One man killed in protests over alleged desecration of several copies of the Quran in a mosque in the capital.

map - Mauritania
The death penalty has not been applied for blasphemy since the 1980s in Mauritania [Al Jazeera]

Hundreds of protesters threw stones and chanted anti-government slogans in Mauritania’s capital after local media reported that Qurans were desecrated in a mosque.

A young man was killed during the protests after apparently being hit by an exploding tear-gas canister, a hospital source said.

A local government source confirmed the death but said the circumstances and cause were yet to be clarified, according to AFP news agency.

The violence began after four people dressed in turbans were reported to have driven to a mosque in the north of Nouakchott and taken copies of the Quran to destroy.

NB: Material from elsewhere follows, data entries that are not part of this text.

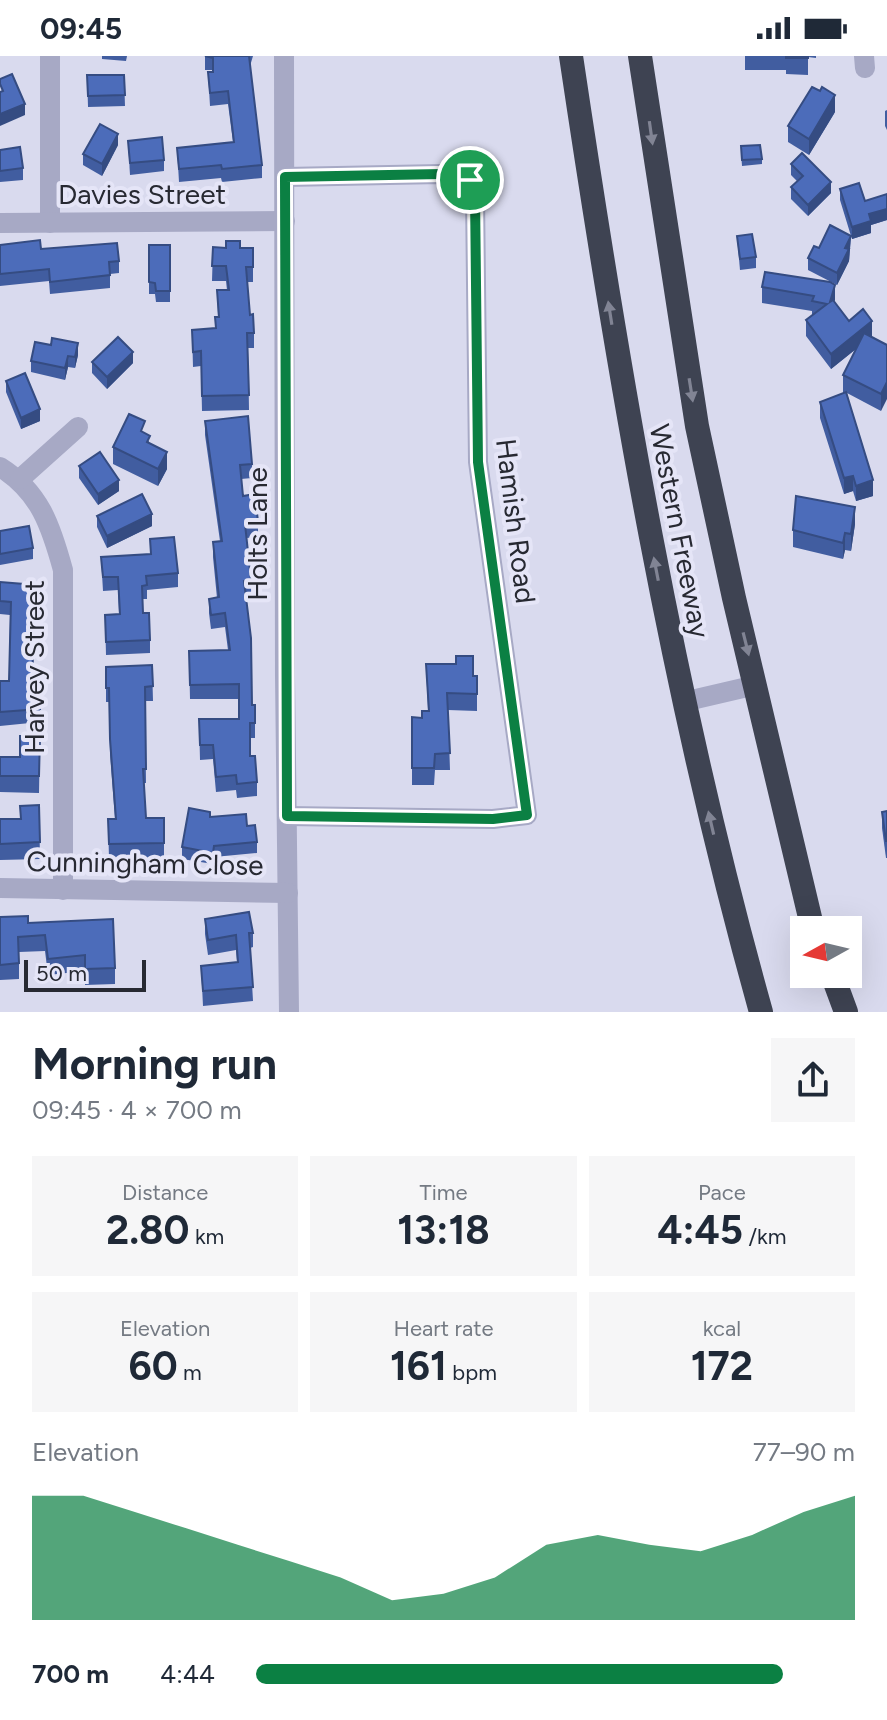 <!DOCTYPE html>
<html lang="en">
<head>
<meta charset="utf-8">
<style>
  :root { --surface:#fff; --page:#f6f6f7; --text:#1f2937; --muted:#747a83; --accent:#0b8043 }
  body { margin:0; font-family:Figtree,sans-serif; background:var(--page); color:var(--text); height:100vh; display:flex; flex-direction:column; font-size:30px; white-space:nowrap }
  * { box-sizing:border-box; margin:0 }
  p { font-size:26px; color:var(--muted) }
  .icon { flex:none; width:44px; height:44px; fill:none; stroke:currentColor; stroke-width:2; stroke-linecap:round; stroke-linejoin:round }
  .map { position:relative; height:956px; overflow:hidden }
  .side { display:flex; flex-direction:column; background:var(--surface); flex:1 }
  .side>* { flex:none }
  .needle { width:52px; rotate:262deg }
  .buttons { position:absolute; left:790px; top:860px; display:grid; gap:16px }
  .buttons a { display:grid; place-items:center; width:72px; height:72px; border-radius:0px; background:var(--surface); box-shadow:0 8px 32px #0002; font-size:40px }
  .scale { position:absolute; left:24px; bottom:20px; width:122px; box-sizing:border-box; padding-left:8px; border:4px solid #272932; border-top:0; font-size:22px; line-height:28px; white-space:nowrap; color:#272932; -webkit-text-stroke:6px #e5e5f7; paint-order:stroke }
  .pin { position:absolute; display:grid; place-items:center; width:68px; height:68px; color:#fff; margin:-34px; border:4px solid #fff; border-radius:50%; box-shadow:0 2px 8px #0007 }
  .round { display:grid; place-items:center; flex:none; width:84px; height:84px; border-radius:0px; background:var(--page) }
  .overview { display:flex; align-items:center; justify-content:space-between; height:136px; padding:0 32px }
  h1 { font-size:44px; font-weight:700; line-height:60px }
  .figures { display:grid; grid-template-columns:repeat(3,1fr); gap:12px; height:136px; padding:8px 32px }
  .figures div { display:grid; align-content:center; border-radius:0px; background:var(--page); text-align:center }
  .figures b { font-size:40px; font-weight:700 }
  .figures small { font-size:22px; font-weight:400 }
  .figures p { font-size:22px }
  .chart { height:224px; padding:16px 32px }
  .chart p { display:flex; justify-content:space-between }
  .chart svg { width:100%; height:144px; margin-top:8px; fill:var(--accent); opacity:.7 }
  ul { padding:0 32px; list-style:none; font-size:26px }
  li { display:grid; grid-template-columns:128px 96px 1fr; align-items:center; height:60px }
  li i { height:20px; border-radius:10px; background:var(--accent) }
  .status { display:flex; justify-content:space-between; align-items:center; height:56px; padding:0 40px; background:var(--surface); direction:ltr }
  .status svg { height:22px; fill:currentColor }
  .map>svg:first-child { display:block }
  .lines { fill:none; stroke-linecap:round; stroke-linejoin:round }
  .minor { stroke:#a7a9c5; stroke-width:20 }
  .highway { stroke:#3e4352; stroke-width:24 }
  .wall { fill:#415da0 }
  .shaded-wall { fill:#354c82 }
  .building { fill:#4c6cba; stroke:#354c82; stroke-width:2 }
  .oneway { fill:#818494 }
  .route-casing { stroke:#fff; stroke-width:16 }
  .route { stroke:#0b8043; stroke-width:10 }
  .labels { text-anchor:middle; stroke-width:8; stroke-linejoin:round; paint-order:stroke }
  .street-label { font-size:28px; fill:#272932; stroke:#e5e5f7 }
</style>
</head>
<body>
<div class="status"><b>09:45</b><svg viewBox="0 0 49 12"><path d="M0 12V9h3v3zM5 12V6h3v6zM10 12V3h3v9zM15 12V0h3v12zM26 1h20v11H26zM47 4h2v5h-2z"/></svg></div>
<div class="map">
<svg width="887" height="956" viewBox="0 0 887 956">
  <rect width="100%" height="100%" fill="#d9daee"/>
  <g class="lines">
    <g class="minor">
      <path d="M50 0V167"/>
      <path d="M284 0 285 620 289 956"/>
      <path d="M864 0 865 12"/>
      <path d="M285 121 441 118 465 120 473 129 475 138 478 406 527 759 493 763 287 760"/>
      <path d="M0 167 285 165"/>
      <path d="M0 411C40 436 51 470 63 514V834"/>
      <path d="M20 423 78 371"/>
      <path d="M683 646 756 629"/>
      <path d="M0 832 288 837"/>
    </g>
    <g class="highway">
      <path d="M571 0C619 322 673 642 761 956"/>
      <path d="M640 0 697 370 734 542 813 874"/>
      <path d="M832 918 846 956"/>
    </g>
  </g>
  <g class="wall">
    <path d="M102 0H127L126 5 102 3Z"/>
    <path d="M205 0H253L250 10 262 109V122L222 126 221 122 179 126 177 92 233 86 228 48 210 50 208 16H213V14H205Z"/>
    <path d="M745 0H816V2L808 1V19L786 18V14H745Z"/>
    <path d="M87 19H124L125 50 88 51Z"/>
    <path d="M887 54V74L885 70V55Z"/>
    <path d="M835 56 809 99 788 86V70Z"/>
    <path d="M128 85 164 104V115L130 119Z"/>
    <path d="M118 89 102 120 83 109V98Z"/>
    <path d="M0 94 23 112V124L0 126Z"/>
    <path d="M741 96 762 103V108L742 110Z"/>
    <path d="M791 108 831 137 808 160 791 143V131L797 125 791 119Z"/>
    <path d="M840 133 865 145 887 138V164L871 169V177L852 183 851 180 849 205 837 229 808 214V202L819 192 851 180 840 144Z"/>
    <path d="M737 180 756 201V212L740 214Z"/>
    <path d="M0 189 119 205V217L110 218V232L50 238 49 225 0 230Z"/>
    <path d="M149 189H170V246H156L155 238H149Z"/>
    <path d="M213 191 253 192V226H247L250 259 254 277V292H248L249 354 202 355 201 310 193 311 192 274 215 272V261H218L217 234H227L226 225H212Z"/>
    <path d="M765 216 834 246 849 265 871 281 887 289 881 355 847 337 873 440 856 445 853 435 844 438 820 362V346L845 337 843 336V319L856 293 831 313 806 280V264L812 260V255L762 247V231Z"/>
    <path d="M78 299 75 312 68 311 65 324 31 316V305Z"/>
    <path d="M92 306 133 307 107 333 92 317Z"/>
    <path d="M6 325 40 365 21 373 6 336Z"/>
    <path d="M205 365 252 408V422L241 423 243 440 258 466V481L246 482 251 524V539H246L252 649H255V682H250V700L257 726V740L237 742 236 734 216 736 213 703 200 704 199 663H239V643H190L189 595 228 594 225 571 211 573 209 557V543L217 542 213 501V486L220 485 205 379Z"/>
    <path d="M145 378 150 388 167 413 158 430 113 408V391Z"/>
    <path d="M79 410 119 435 98 449 79 422Z"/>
    <path d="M97 460 152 470 107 492 97 471Z"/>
    <path d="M855 468 851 495 845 494 843 503 793 491V474Z"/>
    <path d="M0 475 33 492V503L0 509Z"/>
    <path d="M150 483 178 517V531L147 534V543H142L143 557 150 584V597L106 599 105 559 119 558 118 534 103 535 101 501 150 498Z"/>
    <path d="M0 526 36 543 32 579 33 615 40 653V666L0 670V625H9L10 559 0 558Z"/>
    <path d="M426 608 473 620H477V655L448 654 450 714H435L434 729H412V661L422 662 428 655Z"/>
    <path d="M152 609 153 645H145L146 727H144L146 762H164V802L109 803 108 763H115L110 698 109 646H106V611Z"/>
    <path d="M40 680 39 737 0 736V701H20Z"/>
    <path d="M39 749 40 803 0 804V763H20Z"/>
    <path d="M887 755V802H886L882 772V756Z"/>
    <path d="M210 761 247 770 257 786V797L214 801 213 808 182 803V791Z"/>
    <path d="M0 861 28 867 115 912V928L85 929V915L48 919 45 895 19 896V923L0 924Z"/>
    <path d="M205 863 253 877V891L250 892 253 945 203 950 201 910 237 906 236 894 208 899 205 878Z"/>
  </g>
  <g class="shaded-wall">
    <path d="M835 39V56L809 99V83Z"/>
    <path d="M25 48V59L0 70V58Z"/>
    <path d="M118 78V89L102 120V108Z"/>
    <path d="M831 126V137L808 160V149Z"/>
    <path d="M887 153V164L871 169V177L852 183V171L869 158Z"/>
    <path d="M851 180 849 205 837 229V217L845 192Z"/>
    <path d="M835 229V244L830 261V246Z"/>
    <path d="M872 265V280L831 313V298Z"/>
    <path d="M78 287V299L75 312V301Z"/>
    <path d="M133 296V307L107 333V321Z"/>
    <path d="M68 300V311L65 324V312Z"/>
    <path d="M887 326V343L881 355V338Z"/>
    <path d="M40 353V365L21 373V362Z"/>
    <path d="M167 396V413L158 430V413Z"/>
    <path d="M853 420V435L844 438V422Z"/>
    <path d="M119 424V435L98 449V438Z"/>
    <path d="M873 424V440L856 445V430Z"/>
    <path d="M855 451V468L851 495V478Z"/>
    <path d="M152 458V470L107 492V480Z"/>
    <path d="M845 477V494L843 503V487Z"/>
    <path d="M36 529V543L32 579V565Z"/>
  </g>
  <g class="building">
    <path d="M205 0H249L262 109 222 113 221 109 179 113 177 92 234 86 228 35 210 37 208 16H213V2Z"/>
    <rect x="786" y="0" width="22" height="2"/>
    <path d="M12 18 25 48 0 58V36L3 35 0 28V23Z"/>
    <path d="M87 19H124L125 39 88 40Z"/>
    <path d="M812 31 820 35 822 31 835 39 809 83 788 70Z"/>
    <path d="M100 68 118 78 102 108 83 98Z"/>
    <path d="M162 81 164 104 130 107 128 85Z"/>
    <path d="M760 89 762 103 742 104 741 90Z"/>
    <path d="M20 91 23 112 0 115V94Z"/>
    <path d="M802 97 831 126 808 149 791 131 803 120 791 108Z"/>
    <path d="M859 127 865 145 887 138V153L869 158 871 165 852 171 840 133Z"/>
    <path d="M830 169 851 180 845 192 849 193 837 217 808 202 814 190 819 192Z"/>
    <path d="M752 178 756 201 740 203 737 180Z"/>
    <path d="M40 184 41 193 117 187 119 205 109 206 110 219 50 226 49 213 0 218V189Z"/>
    <path d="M226 185H240V192H253V211H246L250 259 253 258 254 277H247L249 339 202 340 201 295 193 296 192 274 216 272 215 261H219L217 234H229L226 210H212L213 191 226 192Z"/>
    <path d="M149 189H170V235H156L155 227 149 226Z"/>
    <path d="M765 216 830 226 835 229 830 246 833 244 849 265 863 253 872 265 831 298 806 264 827 248 812 245 814 240 762 231Z"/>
    <path d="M864 277 887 289V326L881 338 843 319Z"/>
    <path d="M118 281 133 296 107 321 92 306Z"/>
    <path d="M52 282 78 287 75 301 68 300 65 312 31 305 35 286 51 289Z"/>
    <path d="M25 317 40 353 21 362 6 325Z"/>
    <path d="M846 336 873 424 856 430 853 420 844 422 820 346Z"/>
    <path d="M129 358 145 365 141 375 150 380 147 386 167 396 158 413 113 391Z"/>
    <path d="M248 360 252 408 240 409 243 440 255 438 258 466 245 468 251 524 244 525 251 582 252 649H255V667H250V700H255L257 726 237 728 236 719 216 721 213 689H200L199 663H239V628L190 629 189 595 230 594 225 557 211 559 209 543 219 541 213 486 222 485 205 365Z"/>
    <path d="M100 396 119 424 98 438 79 410Z"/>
    <path d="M142 438 152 458 107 480 97 460Z"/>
    <path d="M796 440 855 451 851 478 845 477 843 487 793 474Z"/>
    <path d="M29 470 33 492 0 498V475Z"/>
    <path d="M174 481 178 517 146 520 147 529 142 530 143 557H149L150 584 106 586 105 559 120 558 118 521H103L101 501 151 498 150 483Z"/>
    <path d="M0 526 36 529 32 565 33 615H36L40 653 0 656V625H9L11 546 0 545Z"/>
    <path d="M456 600H473V620H477V638L447 637 450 697 435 698 434 712H412V661L422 662V655H429L426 608H456Z"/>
    <path d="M152 609 153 630 145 631 146 713H143L146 762H164V787L109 788 108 763H116L110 683 109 632H106V611Z"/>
    <path d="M20 680H40L39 720H0V701H20Z"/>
    <path d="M39 749 40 786 0 788V763H21L20 750Z"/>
    <path d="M189 752 210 756V761L246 758 247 770 255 769 257 786 214 790 213 797 182 791Z"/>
    <path d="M887 755V785H886L882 756Z"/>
    <path d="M249 856 253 877H249L253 931 203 935 201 910 238 906 236 879 208 884 205 863Z"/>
    <path d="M28 860V867L113 863 115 912 85 913V899L48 903 45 879 18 881 19 907 0 909V861Z"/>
  </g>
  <defs><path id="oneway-solid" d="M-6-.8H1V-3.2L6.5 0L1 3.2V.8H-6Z" transform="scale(2)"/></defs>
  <g class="oneway">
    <use href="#oneway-solid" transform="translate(651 77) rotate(82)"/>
    <use href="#oneway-solid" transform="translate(610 257) rotate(-99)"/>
    <use href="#oneway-solid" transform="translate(691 334) rotate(81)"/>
    <use href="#oneway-solid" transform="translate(656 513) rotate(-101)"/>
    <use href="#oneway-solid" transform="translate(746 588) rotate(76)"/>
    <use href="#oneway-solid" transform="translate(711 767) rotate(-103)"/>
  </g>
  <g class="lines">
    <g class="route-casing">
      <path id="route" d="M441 118C459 119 471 119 475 138L478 406 527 759 493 763 287 760 285 121Z"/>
    </g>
    <use href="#route" class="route"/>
  </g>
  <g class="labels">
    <g class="street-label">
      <text x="142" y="148">Davies Street</text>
      <text transform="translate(516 465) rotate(83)" y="10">Hamish Road</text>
      <text transform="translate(680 475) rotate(79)" y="10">Western Freeway</text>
      <text transform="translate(257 478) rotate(-90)" y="10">Holts Lane</text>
      <text transform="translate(34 611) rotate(-90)" y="10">Harvey Street</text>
      <text transform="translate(145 807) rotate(1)" y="10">Cunningham Close</text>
    </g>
  </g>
</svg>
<div class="buttons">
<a><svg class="needle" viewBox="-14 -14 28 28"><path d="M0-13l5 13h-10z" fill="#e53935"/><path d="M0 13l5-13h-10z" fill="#747a83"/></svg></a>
</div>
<div class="scale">50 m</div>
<div class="pin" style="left:470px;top:124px;background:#1e9e55"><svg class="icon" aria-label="arrive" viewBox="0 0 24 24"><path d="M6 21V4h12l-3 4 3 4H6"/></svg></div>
</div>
<section class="side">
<div class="overview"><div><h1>Morning run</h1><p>09:45 · 4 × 700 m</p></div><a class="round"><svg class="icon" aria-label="share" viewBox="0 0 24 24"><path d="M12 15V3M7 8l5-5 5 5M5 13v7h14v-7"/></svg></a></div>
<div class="figures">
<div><p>Distance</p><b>2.80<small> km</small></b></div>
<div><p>Time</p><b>13:18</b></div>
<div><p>Pace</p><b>4:45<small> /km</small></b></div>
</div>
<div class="figures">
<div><p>Elevation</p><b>60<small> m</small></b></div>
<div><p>Heart rate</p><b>161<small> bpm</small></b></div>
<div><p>kcal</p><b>172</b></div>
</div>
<div class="chart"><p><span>Elevation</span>77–90 m</p>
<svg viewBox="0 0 160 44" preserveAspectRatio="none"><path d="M0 44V6L10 6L20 11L30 16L40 21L50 26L60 31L70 38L80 36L90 31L100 21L110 18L120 21L130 23L140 18L150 11L160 6V44z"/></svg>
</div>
<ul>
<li><b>700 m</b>4:44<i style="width:88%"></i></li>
</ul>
</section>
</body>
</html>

Local media reported that on Sunday night four people entered a mosque in the Teyaret neighbourhood and tore up Qurans and threw them on the floor. It was not immediately clear who was behind that attack or what their motive was.

One of them “took four copies of the Quran which he shredded before throwing them in the toilet,” the local imam said.

Police fended off a large crowd bound for the presidential palace shortly after midnight,according to Reuters news agency.

Communications Minister Sidi Mohamed Ould Maham called for protesters to return home at a news conference on Monday.

The country operates Islamic law courts but the death penalty has not been applied for blasphemy since the 1980s.

A young Muslim is facing a possible death sentence after being convicted in January of apostasy and jailed for having written an article criticising the Prophet Muhammad.

In February a man was arrested and sent for psychiatric evaluation after urinating on a Quran in northern Mauritania.

President Mohamed Ould Abdel Aziz, who has been an ally of the west in its battle against al-Qaeda in the poor and unstable Sahel region, is up for re-election in June.